* **Your instructions**
How many lines in these records hold the string "Fuchsbau"? Reply with the number alone.
___ Record extracts
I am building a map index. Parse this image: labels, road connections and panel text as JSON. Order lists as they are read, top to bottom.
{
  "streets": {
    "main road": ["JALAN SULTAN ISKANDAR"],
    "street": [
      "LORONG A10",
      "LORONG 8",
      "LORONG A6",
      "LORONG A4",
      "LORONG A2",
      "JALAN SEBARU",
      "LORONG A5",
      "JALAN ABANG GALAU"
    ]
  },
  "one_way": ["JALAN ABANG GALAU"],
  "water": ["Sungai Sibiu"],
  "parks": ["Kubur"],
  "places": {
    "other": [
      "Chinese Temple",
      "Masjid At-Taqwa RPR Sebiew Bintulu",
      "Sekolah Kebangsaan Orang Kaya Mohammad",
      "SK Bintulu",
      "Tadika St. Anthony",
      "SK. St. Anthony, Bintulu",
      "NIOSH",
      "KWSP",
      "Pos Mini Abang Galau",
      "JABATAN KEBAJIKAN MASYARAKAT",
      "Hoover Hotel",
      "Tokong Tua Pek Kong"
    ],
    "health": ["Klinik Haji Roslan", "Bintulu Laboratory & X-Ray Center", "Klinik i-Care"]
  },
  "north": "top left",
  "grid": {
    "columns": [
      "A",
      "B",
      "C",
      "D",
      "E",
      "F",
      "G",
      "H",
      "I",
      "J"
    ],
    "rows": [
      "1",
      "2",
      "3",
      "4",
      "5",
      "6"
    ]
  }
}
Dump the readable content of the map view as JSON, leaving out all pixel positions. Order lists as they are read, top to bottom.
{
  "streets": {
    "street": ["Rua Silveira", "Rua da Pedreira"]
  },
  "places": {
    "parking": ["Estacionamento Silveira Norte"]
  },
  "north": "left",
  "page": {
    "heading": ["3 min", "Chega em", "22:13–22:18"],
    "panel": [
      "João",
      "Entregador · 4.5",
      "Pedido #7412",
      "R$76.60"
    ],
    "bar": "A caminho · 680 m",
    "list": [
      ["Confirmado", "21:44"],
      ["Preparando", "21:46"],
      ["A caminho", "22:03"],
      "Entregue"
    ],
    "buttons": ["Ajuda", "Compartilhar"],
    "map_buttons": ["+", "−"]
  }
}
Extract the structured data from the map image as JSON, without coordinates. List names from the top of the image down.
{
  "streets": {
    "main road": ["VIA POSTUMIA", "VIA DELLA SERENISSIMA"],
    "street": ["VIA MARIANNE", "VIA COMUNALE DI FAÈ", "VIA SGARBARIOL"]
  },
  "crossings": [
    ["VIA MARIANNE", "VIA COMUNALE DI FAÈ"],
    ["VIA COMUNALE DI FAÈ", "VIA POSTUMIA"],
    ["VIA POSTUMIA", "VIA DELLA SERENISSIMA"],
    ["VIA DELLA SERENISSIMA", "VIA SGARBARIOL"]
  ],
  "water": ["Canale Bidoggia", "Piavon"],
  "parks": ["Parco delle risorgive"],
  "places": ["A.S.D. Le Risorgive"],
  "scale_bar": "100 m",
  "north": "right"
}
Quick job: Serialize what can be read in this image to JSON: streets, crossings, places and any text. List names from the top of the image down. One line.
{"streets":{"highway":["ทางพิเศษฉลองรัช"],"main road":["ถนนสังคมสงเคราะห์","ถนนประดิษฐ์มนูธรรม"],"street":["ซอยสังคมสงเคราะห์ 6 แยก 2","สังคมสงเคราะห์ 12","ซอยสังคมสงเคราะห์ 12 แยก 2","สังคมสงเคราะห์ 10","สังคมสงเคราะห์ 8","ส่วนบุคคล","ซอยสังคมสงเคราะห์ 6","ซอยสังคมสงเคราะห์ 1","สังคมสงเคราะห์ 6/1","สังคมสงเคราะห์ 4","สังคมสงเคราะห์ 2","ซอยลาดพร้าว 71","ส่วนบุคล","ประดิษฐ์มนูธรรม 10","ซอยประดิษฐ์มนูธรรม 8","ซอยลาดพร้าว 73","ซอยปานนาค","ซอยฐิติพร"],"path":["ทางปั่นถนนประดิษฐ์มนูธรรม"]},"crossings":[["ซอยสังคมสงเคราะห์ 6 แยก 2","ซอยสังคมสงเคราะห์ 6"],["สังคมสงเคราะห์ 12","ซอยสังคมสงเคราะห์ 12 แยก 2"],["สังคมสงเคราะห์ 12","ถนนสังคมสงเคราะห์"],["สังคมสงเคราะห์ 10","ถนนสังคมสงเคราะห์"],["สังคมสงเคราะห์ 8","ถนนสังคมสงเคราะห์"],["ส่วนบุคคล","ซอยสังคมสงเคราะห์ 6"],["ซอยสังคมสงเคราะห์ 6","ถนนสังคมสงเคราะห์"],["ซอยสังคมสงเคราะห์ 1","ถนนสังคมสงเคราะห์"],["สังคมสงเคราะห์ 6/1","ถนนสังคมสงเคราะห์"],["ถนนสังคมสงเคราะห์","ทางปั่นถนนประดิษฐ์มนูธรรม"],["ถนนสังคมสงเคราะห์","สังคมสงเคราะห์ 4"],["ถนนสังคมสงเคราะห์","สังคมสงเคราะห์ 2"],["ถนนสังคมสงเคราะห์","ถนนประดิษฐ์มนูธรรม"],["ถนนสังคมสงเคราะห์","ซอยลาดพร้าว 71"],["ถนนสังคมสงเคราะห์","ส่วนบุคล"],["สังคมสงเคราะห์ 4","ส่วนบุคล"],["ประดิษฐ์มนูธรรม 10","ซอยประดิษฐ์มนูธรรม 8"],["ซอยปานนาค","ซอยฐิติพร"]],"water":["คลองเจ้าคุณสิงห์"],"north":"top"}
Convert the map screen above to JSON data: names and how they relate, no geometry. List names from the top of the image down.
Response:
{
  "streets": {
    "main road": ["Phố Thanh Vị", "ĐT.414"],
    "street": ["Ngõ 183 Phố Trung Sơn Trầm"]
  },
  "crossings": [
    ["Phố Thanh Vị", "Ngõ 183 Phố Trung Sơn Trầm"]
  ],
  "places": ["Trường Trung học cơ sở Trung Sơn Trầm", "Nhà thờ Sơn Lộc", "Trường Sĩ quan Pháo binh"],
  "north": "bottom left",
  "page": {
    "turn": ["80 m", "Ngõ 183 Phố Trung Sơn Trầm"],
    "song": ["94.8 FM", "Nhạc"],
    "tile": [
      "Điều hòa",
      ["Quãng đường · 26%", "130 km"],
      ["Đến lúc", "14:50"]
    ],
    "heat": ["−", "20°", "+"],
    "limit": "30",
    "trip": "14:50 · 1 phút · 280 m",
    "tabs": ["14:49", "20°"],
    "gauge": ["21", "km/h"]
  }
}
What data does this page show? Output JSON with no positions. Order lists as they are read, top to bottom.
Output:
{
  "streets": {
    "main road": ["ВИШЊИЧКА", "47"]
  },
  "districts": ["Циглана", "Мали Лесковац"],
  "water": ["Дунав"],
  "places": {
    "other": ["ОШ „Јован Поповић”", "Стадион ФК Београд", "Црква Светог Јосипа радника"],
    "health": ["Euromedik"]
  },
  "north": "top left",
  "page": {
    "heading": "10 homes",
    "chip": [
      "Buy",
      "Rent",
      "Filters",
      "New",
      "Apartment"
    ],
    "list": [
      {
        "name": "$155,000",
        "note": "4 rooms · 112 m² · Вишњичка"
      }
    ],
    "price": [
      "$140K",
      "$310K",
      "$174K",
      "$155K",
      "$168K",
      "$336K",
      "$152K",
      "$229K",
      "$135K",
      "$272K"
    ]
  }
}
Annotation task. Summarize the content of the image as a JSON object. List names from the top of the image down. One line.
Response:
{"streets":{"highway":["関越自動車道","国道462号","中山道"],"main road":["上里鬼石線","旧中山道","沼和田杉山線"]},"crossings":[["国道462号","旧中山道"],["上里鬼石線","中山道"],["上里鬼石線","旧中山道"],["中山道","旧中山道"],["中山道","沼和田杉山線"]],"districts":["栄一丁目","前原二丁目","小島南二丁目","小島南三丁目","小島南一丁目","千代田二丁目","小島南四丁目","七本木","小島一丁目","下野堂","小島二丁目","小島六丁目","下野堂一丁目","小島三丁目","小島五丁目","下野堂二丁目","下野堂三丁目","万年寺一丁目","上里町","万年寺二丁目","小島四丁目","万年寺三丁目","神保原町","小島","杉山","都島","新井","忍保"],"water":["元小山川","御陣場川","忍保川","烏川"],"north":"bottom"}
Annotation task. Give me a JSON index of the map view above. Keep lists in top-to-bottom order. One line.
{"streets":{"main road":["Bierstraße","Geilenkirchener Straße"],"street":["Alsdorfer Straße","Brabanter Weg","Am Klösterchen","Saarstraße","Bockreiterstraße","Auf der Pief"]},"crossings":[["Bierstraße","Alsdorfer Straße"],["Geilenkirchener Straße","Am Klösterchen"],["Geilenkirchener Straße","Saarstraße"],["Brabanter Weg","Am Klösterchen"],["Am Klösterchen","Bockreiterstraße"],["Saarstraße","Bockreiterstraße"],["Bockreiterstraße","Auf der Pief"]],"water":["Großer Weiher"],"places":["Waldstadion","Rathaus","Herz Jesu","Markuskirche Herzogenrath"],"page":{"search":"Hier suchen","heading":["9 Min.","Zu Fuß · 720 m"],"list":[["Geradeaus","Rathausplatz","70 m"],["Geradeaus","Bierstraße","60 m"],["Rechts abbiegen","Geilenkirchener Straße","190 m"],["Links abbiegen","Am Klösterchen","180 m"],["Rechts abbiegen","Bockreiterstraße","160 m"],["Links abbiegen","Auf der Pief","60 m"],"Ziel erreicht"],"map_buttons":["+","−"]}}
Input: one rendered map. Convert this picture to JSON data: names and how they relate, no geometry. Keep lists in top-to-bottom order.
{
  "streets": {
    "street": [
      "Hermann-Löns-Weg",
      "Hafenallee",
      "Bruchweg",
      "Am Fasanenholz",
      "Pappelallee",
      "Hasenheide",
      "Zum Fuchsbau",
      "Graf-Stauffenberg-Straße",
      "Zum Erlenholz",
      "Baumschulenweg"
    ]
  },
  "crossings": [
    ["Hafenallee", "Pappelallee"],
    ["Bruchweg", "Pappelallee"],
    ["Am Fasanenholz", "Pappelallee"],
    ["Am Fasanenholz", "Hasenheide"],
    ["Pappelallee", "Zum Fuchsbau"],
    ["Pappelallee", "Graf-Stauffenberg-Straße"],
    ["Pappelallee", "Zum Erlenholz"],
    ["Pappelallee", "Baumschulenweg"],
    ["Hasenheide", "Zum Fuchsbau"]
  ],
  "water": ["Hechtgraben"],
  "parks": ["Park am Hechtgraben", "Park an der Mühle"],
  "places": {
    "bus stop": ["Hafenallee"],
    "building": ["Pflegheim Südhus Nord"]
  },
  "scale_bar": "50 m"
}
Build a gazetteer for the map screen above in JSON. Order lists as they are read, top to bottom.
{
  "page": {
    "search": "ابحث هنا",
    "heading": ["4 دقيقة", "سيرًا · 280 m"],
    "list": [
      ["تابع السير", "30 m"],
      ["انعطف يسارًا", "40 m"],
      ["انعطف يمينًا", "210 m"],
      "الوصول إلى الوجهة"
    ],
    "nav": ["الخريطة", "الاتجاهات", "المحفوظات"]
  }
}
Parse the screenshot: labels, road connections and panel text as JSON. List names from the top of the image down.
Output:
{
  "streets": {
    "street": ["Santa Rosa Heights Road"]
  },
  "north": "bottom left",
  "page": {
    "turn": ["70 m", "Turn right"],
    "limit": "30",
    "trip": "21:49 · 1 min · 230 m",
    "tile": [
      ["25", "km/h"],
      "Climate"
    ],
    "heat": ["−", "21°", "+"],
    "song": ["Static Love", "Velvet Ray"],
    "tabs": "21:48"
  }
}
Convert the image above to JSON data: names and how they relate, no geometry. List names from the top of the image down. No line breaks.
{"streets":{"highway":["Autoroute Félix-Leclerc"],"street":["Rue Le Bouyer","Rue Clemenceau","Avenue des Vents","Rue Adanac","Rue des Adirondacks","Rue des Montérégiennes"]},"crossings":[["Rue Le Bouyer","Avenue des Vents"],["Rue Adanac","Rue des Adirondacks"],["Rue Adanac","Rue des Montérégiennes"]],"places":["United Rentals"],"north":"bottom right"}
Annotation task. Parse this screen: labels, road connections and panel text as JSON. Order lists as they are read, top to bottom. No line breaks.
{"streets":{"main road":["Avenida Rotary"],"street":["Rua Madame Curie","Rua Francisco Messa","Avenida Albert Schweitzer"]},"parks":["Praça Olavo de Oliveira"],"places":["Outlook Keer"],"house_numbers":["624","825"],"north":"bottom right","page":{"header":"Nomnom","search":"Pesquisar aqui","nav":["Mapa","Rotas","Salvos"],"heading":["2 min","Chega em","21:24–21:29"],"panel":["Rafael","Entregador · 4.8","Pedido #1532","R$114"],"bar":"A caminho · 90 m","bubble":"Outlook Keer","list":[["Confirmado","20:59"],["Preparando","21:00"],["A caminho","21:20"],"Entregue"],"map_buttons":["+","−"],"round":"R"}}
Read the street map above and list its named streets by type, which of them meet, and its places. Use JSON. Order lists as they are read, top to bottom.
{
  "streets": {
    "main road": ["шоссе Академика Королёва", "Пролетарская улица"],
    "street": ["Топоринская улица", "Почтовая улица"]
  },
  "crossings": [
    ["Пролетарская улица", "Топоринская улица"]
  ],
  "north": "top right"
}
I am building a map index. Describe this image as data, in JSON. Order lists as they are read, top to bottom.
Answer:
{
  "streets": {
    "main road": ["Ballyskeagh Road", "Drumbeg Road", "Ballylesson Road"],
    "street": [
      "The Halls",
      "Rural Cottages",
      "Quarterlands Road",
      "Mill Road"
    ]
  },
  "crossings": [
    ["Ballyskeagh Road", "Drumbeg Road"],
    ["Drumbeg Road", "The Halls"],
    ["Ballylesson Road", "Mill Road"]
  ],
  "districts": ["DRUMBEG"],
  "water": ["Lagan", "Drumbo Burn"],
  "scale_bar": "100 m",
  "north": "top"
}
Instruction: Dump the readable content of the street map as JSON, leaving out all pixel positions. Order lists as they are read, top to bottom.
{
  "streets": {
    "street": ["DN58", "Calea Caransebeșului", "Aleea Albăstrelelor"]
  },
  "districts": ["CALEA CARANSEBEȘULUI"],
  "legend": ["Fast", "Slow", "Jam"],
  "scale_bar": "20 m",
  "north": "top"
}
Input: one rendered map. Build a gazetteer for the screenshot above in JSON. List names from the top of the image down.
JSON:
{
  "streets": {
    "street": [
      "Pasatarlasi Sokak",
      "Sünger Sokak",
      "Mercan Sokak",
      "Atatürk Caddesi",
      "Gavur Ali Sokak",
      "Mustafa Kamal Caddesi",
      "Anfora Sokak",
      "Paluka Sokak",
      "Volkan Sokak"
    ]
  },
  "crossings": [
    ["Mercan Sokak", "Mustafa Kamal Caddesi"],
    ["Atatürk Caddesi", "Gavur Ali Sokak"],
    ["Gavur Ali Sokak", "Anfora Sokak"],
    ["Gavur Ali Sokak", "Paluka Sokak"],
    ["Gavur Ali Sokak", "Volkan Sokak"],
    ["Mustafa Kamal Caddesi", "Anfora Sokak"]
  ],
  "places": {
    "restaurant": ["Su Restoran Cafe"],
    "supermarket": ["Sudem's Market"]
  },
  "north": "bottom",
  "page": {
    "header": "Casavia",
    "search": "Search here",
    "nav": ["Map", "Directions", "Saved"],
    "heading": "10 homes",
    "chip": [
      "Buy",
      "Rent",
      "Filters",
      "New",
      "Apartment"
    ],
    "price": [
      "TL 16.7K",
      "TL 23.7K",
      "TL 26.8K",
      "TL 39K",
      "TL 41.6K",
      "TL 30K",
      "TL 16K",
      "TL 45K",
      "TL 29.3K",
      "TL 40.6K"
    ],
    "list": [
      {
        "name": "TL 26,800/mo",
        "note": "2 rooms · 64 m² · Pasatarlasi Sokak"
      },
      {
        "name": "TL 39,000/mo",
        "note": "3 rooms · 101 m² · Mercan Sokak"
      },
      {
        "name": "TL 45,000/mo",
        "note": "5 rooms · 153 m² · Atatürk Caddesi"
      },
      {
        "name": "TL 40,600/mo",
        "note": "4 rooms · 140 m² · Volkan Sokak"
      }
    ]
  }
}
______
* **Written answer**
3